═════ DATA LISTING

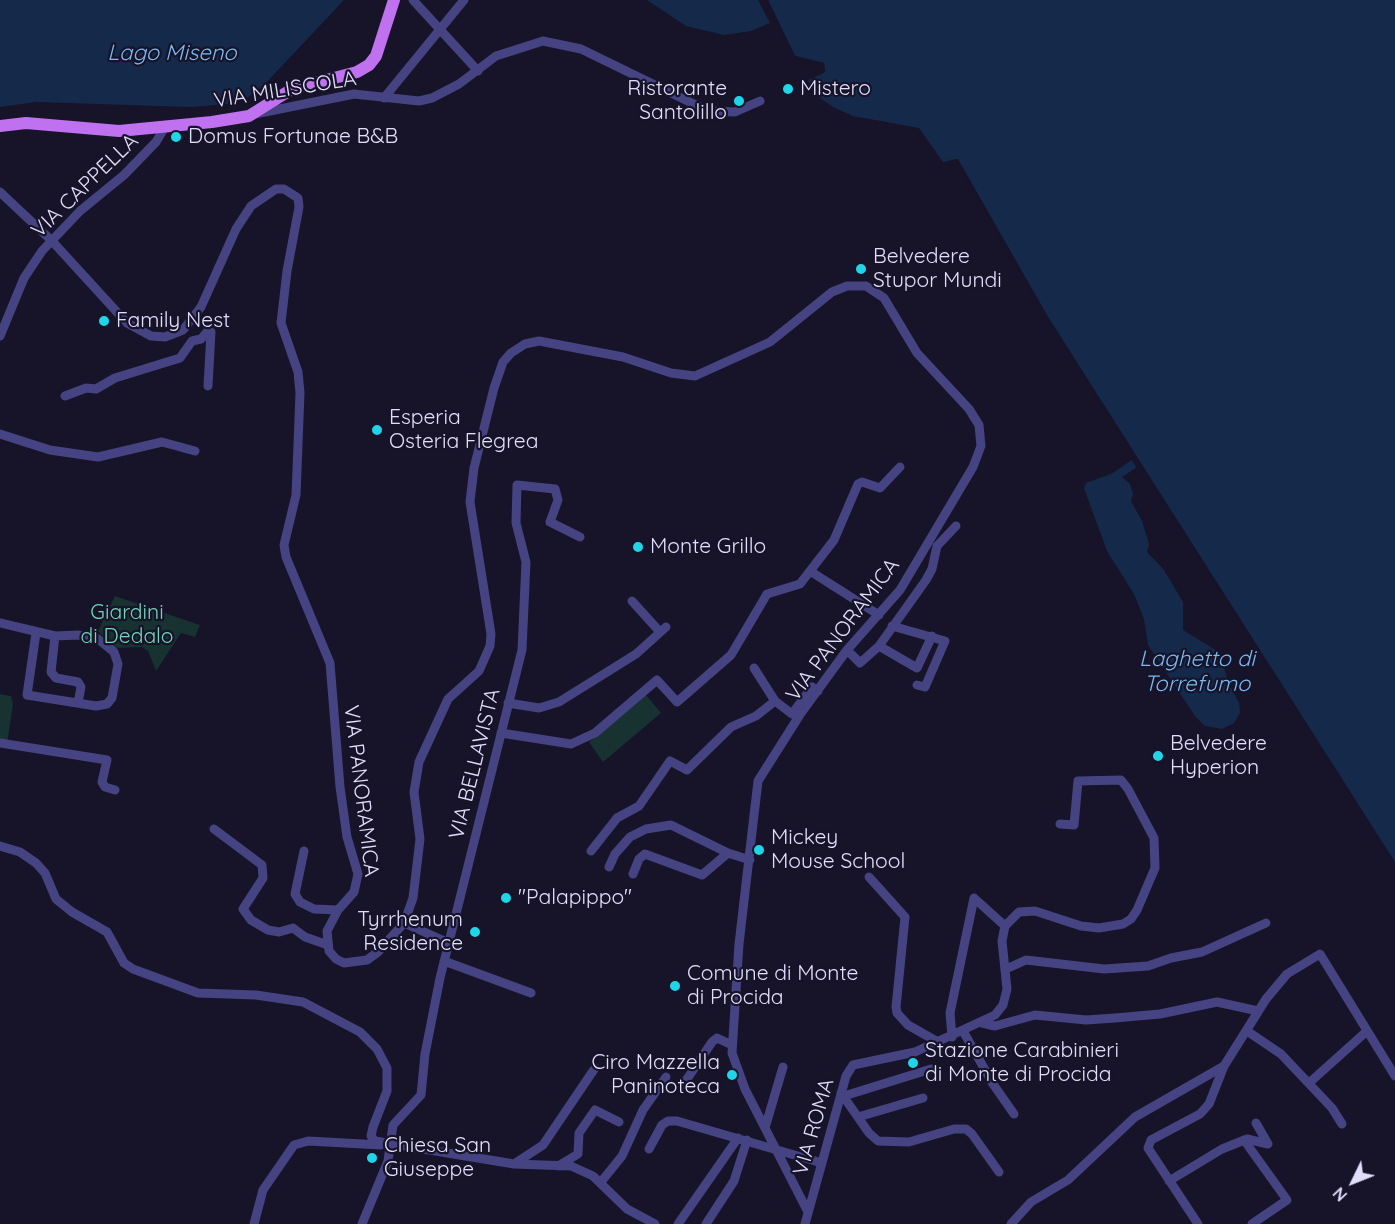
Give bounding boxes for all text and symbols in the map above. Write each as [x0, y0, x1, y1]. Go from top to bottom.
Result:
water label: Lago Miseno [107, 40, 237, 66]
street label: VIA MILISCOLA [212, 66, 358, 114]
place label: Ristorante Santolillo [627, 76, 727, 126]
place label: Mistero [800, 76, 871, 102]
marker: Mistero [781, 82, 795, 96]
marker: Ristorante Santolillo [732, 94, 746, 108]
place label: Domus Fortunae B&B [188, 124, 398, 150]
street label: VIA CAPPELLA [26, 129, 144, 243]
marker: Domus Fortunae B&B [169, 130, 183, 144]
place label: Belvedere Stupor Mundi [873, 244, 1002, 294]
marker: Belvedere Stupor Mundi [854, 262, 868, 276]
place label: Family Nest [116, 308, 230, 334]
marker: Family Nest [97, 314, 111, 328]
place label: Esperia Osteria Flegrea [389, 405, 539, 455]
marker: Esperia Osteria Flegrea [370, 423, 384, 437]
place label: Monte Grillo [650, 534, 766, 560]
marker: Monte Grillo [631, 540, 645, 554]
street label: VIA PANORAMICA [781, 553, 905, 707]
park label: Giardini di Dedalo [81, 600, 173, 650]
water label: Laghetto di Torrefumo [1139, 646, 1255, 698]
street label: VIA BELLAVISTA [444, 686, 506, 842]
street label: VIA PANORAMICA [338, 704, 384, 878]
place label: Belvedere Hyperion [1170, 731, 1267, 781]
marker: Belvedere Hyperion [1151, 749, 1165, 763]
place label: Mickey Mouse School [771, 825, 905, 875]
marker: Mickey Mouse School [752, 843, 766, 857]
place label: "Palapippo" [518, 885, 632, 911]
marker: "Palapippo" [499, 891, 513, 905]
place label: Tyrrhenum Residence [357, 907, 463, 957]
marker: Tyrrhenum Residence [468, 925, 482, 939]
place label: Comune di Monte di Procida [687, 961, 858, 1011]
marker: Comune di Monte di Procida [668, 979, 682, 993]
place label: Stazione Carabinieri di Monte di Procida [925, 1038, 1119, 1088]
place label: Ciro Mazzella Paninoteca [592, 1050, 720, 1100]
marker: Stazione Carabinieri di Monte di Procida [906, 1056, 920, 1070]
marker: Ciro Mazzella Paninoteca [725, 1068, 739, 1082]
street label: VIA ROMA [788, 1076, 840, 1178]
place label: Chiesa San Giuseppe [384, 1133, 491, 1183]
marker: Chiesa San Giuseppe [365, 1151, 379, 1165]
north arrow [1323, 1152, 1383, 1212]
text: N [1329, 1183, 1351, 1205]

══════════

#### YOUR OBJECTIVE
Quote the entries in full. Any image among them is to be omitted from the copy.

#### RESULT
Give bounding boxes for all text and symbols in the map above. Write each as [x0, y0, x1, y1]. Go from top to bottom.
Result:
water label: Lago Miseno [107, 40, 237, 66]
street label: VIA MILISCOLA [212, 66, 358, 114]
place label: Ristorante Santolillo [627, 76, 727, 126]
place label: Mistero [800, 76, 871, 102]
marker: Mistero [781, 82, 795, 96]
marker: Ristorante Santolillo [732, 94, 746, 108]
place label: Domus Fortunae B&B [188, 124, 398, 150]
street label: VIA CAPPELLA [26, 129, 144, 243]
marker: Domus Fortunae B&B [169, 130, 183, 144]
place label: Belvedere Stupor Mundi [873, 244, 1002, 294]
marker: Belvedere Stupor Mundi [854, 262, 868, 276]
place label: Family Nest [116, 308, 230, 334]
marker: Family Nest [97, 314, 111, 328]
place label: Esperia Osteria Flegrea [389, 405, 539, 455]
marker: Esperia Osteria Flegrea [370, 423, 384, 437]
place label: Monte Grillo [650, 534, 766, 560]
marker: Monte Grillo [631, 540, 645, 554]
street label: VIA PANORAMICA [781, 553, 905, 707]
park label: Giardini di Dedalo [81, 600, 173, 650]
water label: Laghetto di Torrefumo [1139, 646, 1255, 698]
street label: VIA BELLAVISTA [444, 686, 506, 842]
street label: VIA PANORAMICA [338, 704, 384, 878]
place label: Belvedere Hyperion [1170, 731, 1267, 781]
marker: Belvedere Hyperion [1151, 749, 1165, 763]
place label: Mickey Mouse School [771, 825, 905, 875]
marker: Mickey Mouse School [752, 843, 766, 857]
place label: "Palapippo" [518, 885, 632, 911]
marker: "Palapippo" [499, 891, 513, 905]
place label: Tyrrhenum Residence [357, 907, 463, 957]
marker: Tyrrhenum Residence [468, 925, 482, 939]
place label: Comune di Monte di Procida [687, 961, 858, 1011]
marker: Comune di Monte di Procida [668, 979, 682, 993]
place label: Stazione Carabinieri di Monte di Procida [925, 1038, 1119, 1088]
place label: Ciro Mazzella Paninoteca [592, 1050, 720, 1100]
marker: Stazione Carabinieri di Monte di Procida [906, 1056, 920, 1070]
marker: Ciro Mazzella Paninoteca [725, 1068, 739, 1082]
street label: VIA ROMA [788, 1076, 840, 1178]
place label: Chiesa San Giuseppe [384, 1133, 491, 1183]
marker: Chiesa San Giuseppe [365, 1151, 379, 1165]
north arrow [1323, 1152, 1383, 1212]
text: N [1329, 1183, 1351, 1205]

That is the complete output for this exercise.